Gambling involves staking something of value, with consciousness of risk and hope of gain, on an uncertain event, such as the outcome of a game, a contest or a lottery. It is a major worldwide industry. It can be done with real money, but also with virtual coins or paper tickets for games such as bingo and scratchcards. It can be done face to face, on the Internet, or through televised events. People with gambling problems are more likely to develop them in adolescence or early adulthood. They are more likely to report problems with strategic or “face-to-face” forms of gambling, such as blackjack and poker, than with nonstrategic or less interpersonally interactive forms, such as slot machines and bingo.
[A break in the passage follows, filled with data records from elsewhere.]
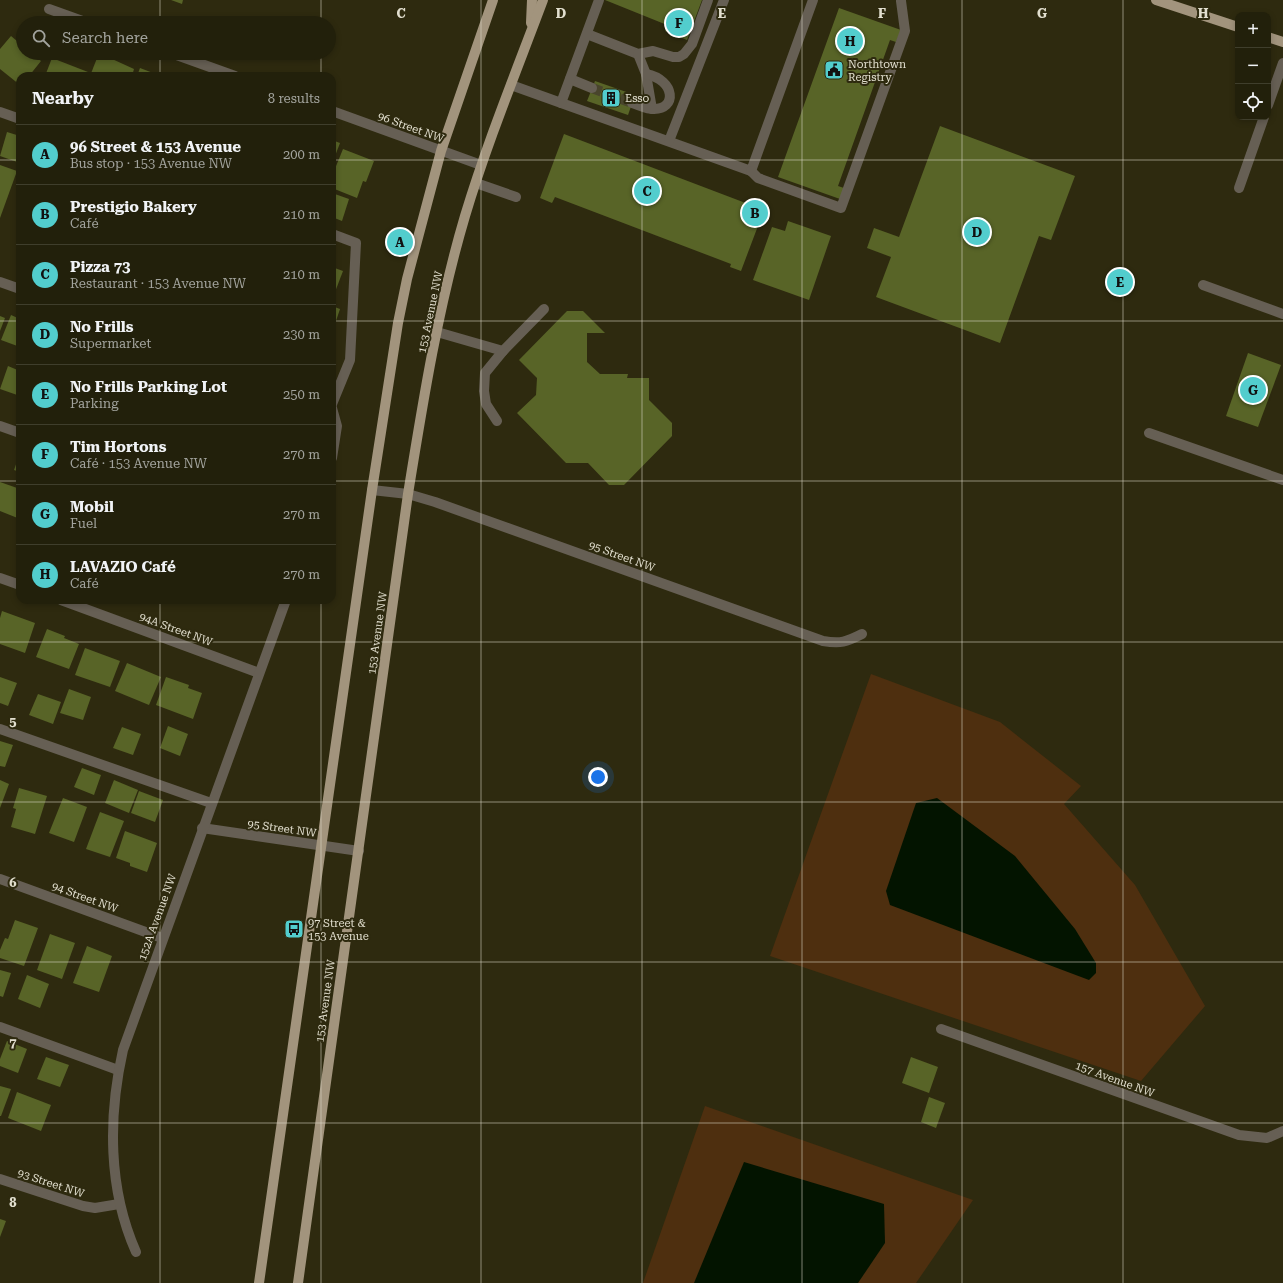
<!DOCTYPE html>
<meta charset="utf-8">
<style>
body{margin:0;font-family:"Roboto Serif",serif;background:#2e2d19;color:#f1f3f6}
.controls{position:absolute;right:12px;top:12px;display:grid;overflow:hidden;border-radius:8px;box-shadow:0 2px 6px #0003}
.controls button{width:36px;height:36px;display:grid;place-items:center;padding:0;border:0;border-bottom:1px solid #3f3e2c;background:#22200b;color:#f1f3f6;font:20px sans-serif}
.you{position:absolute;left:598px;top:777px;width:14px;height:14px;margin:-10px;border:3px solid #fff;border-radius:50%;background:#1a73e8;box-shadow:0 0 0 6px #1a73e833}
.badge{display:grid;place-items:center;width:26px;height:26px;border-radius:50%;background:#52cdcd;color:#111;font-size:13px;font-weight:700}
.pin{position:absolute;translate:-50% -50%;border:2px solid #fff;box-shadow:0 1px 4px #0006}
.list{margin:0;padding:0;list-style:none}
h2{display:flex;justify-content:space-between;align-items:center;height:52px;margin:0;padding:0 16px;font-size:17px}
h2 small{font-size:13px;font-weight:400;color:#a2a39d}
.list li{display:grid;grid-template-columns:26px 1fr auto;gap:12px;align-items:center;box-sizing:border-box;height:60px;padding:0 16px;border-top:1px solid #3f3e2c}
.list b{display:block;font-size:15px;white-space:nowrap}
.list p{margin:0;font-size:13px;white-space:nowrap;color:#a2a39d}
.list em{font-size:13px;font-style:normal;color:#a2a39d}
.icon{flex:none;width:22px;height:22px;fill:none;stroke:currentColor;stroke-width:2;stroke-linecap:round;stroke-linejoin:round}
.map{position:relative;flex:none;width:1283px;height:1283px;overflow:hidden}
.search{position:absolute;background:#22200b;box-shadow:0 2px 6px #0003;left:16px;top:16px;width:320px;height:44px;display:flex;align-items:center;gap:10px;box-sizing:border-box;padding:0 14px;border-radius:22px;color:#a2a39d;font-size:15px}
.panel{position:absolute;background:#22200b;box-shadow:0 2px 6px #0003;left:16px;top:72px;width:320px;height:532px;border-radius:12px}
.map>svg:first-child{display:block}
</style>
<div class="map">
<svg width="1283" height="1283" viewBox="0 0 1283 1283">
<rect width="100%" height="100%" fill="#2e2a0f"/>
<!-- green -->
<g fill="#4e2f0f">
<polygon points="871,674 1000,722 1081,786 1064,804 1135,885 1205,1006 1141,1081 770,956"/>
<polygon points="705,1106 973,1200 916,1283 643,1283"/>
</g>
<!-- water -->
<g fill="#031400">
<polygon points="937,798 1015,856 1075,929 1096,963 1096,973 1089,980 890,905 886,891 916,803"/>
<polygon points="744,1162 884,1204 885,1243 858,1283 694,1283"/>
</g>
<!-- building -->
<g fill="#586427">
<polygon points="171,0 183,0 182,4"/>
<polygon points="605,0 702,0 687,40 665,31 667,25"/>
<polygon points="839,8 901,30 896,42 890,40 838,186 844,188 840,199 778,177"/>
<polygon points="11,36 23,46 23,53 31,53 41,61 29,76 20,76 20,85 0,69 0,49"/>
<polygon points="99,53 134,69 132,76 90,76"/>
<polygon points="52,58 88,72 86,76 45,76"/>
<polygon points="140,68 161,76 137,76"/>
<polygon points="595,81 635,95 628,115 587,101"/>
<polygon points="940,126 1075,176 1051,240 1039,236 1000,343 876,297 891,257 867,248 874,228 899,237"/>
<polygon points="7,132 20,136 20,163 0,156"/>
<polygon points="564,134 764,210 741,271 730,267 731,264 555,197 552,203 540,198"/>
<polygon points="332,140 340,143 332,164"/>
<polygon points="343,149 374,161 366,182 363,181 357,198 332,188 332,176"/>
<polygon points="0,165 17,171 0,218"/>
<polygon points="332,193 349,199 342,221 332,217"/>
<polygon points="788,221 831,236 809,300 753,280 772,227 785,231"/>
<polygon points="332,267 343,271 335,292 332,291"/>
<polygon points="332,306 340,309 332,333"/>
<polygon points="567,311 583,311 605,333 587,333 587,362 600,374 628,374 627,378 649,378 649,400 672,423 672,436 624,485 609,485 588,463 566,463 517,413 536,395 537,378 519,360"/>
<polygon points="11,315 20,319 20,347 1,340"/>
<polygon points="0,316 5,318 0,331"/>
<polygon points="1248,353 1281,365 1258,427 1226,416"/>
<polygon points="8,366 20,371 20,396 0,389"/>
<polygon points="20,453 20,472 14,470"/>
<polygon points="0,482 20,489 20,519 0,511"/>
<polygon points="2,611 35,623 25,653 0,644 0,618"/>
<polygon points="47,629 65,636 64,638 79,644 69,669 36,657"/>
<polygon points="85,648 120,661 110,687 75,675"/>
<polygon points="127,663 161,677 149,705 115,691"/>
<polygon points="0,677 17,683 8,706 0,703"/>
<polygon points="166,677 189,685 188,688 202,693 193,719 156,705"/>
<polygon points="69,689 91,697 83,720 60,713"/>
<polygon points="38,694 61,702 53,724 29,715"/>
<polygon points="168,726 188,734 180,756 160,748"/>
<polygon points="122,727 141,734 133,755 113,748"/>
<polygon points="0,741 13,745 5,767 0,766"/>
<polygon points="82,768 101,775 94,795 74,787"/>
<polygon points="0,780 9,784 0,808"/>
<polygon points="114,780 138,790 129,813 105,803"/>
<polygon points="19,788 47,796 35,834 11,827 16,809 13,808"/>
<polygon points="139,791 163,800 155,822 131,813"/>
<polygon points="63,798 87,807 74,842 49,833"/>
<polygon points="100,812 124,821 110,857 86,849"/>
<polygon points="125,831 157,843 147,872 130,866 130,863 116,858"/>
<polygon points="15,920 38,928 24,966 0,958 0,950 5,938 8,939"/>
<polygon points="50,934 75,943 62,979 37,970"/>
<polygon points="87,946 112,956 99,992 73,983"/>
<polygon points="0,970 11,973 3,997 0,996"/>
<polygon points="27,975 49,984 40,1008 18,999"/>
<polygon points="7,1041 27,1049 18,1073 0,1066 0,1059"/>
<polygon points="46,1057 69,1065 60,1087 37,1079"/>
<polygon points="911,1057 938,1067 929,1093 902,1083"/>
<polygon points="0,1086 11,1089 1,1116 0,1116"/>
<polygon points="17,1092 51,1105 41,1131 8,1118"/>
<polygon points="929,1097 945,1103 936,1128 921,1122"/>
<polygon points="0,1219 6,1221 0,1237"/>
</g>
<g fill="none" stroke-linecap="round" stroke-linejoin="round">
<!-- minor-tunnel -->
<polyline stroke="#49452c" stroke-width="10" stroke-dasharray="10 5" stroke-linecap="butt" points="592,88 632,103"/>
<!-- minor -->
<g stroke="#665f54" stroke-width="10">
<polyline points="49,9 88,23"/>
<polyline points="587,34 638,54 653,51 673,57 679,57 684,54 692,44 708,0"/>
<polyline points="171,53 235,76"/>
<polyline points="638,54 646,74 652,109"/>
<polyline points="570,79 592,88"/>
<polyline points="511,85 751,171 813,0"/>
<polyline points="561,103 599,0"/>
<path d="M632,103c7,2 15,6 21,6 24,1 23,-29 -7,-35"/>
<polyline points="1268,105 1283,63"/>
<polyline points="332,111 481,165"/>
<polyline points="0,112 20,119"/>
<polyline points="669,141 724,0"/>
<polyline points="751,171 758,178 841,208 905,31 901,1"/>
<polyline points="476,183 516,197"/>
<polyline points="1239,188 1264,117"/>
<polyline points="332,234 356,243 350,360 332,404"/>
<polyline points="0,282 20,289"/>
<polyline points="1203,285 1283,314"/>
<polyline points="437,332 503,351"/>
<polyline points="332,408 337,426 332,458"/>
<polyline points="497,421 486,404 484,391 485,373 503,351 544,309"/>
<polyline points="0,426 20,433"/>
<polyline points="1149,433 1283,480"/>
<path d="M372,490l36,4 27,8 388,139c18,3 23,1 39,-7"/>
<polyline points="0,578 20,585"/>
<polyline points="61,600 259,673"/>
<polyline points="0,729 211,803"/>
<polyline points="202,828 359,851"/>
<polyline points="0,879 162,938"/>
<polyline points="0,1027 118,1070"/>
<polyline points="941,1029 1239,1135 1267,1138 1283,1131"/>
<polyline points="0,1179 83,1206 95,1208 119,1204"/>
<path d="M136,1252c-28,-63 -28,-135 -13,-202l163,-450"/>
</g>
<!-- major -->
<g stroke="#a2947d" stroke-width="10">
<polyline points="1156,0 1238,27"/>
<polyline points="531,23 532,0"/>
<polyline points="1268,37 1283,42"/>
<polyline points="259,1283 372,490 398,323 407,279 441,151 493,0"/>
<path d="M298,1283l110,-789c15,-93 30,-187 57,-278 22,-73 51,-144 78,-216"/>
</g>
</g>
<!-- grid -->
<path fill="none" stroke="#e2dfcf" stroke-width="1" stroke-opacity="0.55" d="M160,0v23M321,0v23M481,0v1283M642,0v1283M802,0v1283M962,0v1283M1123,0v1283M160,53v23M321,53v23M0,160h20M332,160h951M0,321h20M332,321h951M0,481h20M332,481h951M160,600v683M321,600v683M0,642h1283M0,802h1283M0,962h1283M0,1123h1283"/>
<!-- icons -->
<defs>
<symbol id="civic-square" viewBox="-11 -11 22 22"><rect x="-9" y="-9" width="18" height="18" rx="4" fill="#52cdcd" stroke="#2e2a0f"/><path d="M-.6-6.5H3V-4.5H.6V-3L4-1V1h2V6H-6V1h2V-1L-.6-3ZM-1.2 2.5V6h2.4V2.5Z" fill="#111"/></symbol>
<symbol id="building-square" viewBox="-11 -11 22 22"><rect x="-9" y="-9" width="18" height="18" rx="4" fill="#52cdcd" stroke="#2e2a0f"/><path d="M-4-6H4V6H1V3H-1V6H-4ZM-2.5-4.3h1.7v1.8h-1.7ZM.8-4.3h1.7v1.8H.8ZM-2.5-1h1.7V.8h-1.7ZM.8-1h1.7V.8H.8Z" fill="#111"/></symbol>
<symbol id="bus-square" viewBox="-11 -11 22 22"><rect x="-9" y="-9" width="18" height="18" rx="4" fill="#52cdcd" stroke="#2e2a0f"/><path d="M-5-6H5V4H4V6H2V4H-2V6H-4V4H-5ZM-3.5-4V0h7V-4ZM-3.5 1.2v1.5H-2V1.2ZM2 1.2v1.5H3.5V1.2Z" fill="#111"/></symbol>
</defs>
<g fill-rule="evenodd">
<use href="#civic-square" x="823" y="59" width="22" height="22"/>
<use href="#building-square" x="600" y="87" width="22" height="22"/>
<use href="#bus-square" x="283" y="918" width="22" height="22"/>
</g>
<g text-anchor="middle" stroke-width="4" stroke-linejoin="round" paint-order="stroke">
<!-- poi labels -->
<g font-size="11" fill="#e2dfcf" stroke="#2e2a0f" text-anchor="start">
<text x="848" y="68">Northtown<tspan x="848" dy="13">Registry</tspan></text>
<text x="625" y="102">Esso</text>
<text x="308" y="927">97 Street &amp;<tspan x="308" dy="13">153 Avenue</tspan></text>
</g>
<!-- street labels -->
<g font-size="11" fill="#e2dfcf" stroke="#2e2a0f">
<text transform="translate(411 127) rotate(20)" y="4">96 Street NW</text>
<text transform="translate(430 312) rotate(-78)" y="4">153 Avenue NW</text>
<text transform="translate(622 556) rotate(20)" y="4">95 Street NW</text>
<text transform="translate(176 629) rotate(20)" y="4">94A Street NW</text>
<text transform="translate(377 633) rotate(-82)" y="4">153 Avenue NW</text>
<text transform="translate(282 828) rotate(8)" y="4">95 Street NW</text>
<text transform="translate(85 897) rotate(20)" y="4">94 Street NW</text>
<text transform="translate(157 917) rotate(-70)" y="4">152A Avenue NW</text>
<text transform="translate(325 1001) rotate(-82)" y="4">153 Avenue NW</text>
<text transform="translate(1115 1079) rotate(20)" y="4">157 Avenue NW</text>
<text transform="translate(51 1183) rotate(18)" y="4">93 Street NW</text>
</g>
</g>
<g font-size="13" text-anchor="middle" font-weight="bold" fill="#e2dfcf" stroke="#2e2a0f" stroke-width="4" stroke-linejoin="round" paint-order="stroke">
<text x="401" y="18">C</text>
<text x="561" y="18">D</text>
<text x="722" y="18">E</text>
<text x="882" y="18">F</text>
<text x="1042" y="18">G</text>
<text x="1203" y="18">H</text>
<text x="13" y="726">5</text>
<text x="13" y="887">6</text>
<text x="13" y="1047">7</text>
<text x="13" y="1207">8</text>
</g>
</svg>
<div class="controls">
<button>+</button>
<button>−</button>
<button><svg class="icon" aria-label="locate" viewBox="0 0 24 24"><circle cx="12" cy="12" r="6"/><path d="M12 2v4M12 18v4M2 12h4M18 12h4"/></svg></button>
</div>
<div class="you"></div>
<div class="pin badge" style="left:400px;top:242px">A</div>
<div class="pin badge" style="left:755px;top:213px">B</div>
<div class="pin badge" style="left:647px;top:191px">C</div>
<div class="pin badge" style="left:977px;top:232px">D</div>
<div class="pin badge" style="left:1120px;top:282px">E</div>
<div class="pin badge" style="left:679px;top:23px">F</div>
<div class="pin badge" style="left:1253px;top:390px">G</div>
<div class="pin badge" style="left:850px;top:41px">H</div>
<div class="search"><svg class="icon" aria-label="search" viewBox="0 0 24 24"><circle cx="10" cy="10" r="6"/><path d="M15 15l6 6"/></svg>Search here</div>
<section class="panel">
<h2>Nearby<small>8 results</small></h2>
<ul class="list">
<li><span class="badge">A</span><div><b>96 Street &amp; 153 Avenue</b><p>Bus stop · 153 Avenue NW</p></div><em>200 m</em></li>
<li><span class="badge">B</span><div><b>Prestigio Bakery</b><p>Café</p></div><em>210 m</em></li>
<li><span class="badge">C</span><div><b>Pizza 73</b><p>Restaurant · 153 Avenue NW</p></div><em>210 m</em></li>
<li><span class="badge">D</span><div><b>No Frills</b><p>Supermarket</p></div><em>230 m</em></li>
<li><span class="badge">E</span><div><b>No Frills Parking Lot</b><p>Parking</p></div><em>250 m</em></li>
<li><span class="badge">F</span><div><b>Tim Hortons</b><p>Café · 153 Avenue NW</p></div><em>270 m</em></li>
<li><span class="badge">G</span><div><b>Mobil</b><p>Fuel</p></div><em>270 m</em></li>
<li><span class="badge">H</span><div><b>LAVAZIO Café</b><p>Café</p></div><em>270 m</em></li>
</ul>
</section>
</div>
Getting help for a problem with gambling
If you have a gambling problem, get help as soon as possible. Talk to your GP, or a mental health professional, therapist or counselor.
Consider joining a support group, like Gamblers Anonymous, or taking up a new hobby to distract yourself from the urge to gamble. Try to only gamble with money you can afford to lose. Set money and time limits for yourself before you start gambling, and never chase your losses—it is almost always a losing proposition. Try to find healthier ways to relieve unpleasant feelings, such as exercising, spending time with friends who don’t gamble and practicing relaxation techniques. There is a strong link between gambling and depression, so if you have thoughts of suicide, call 999 or visit A&E immediately.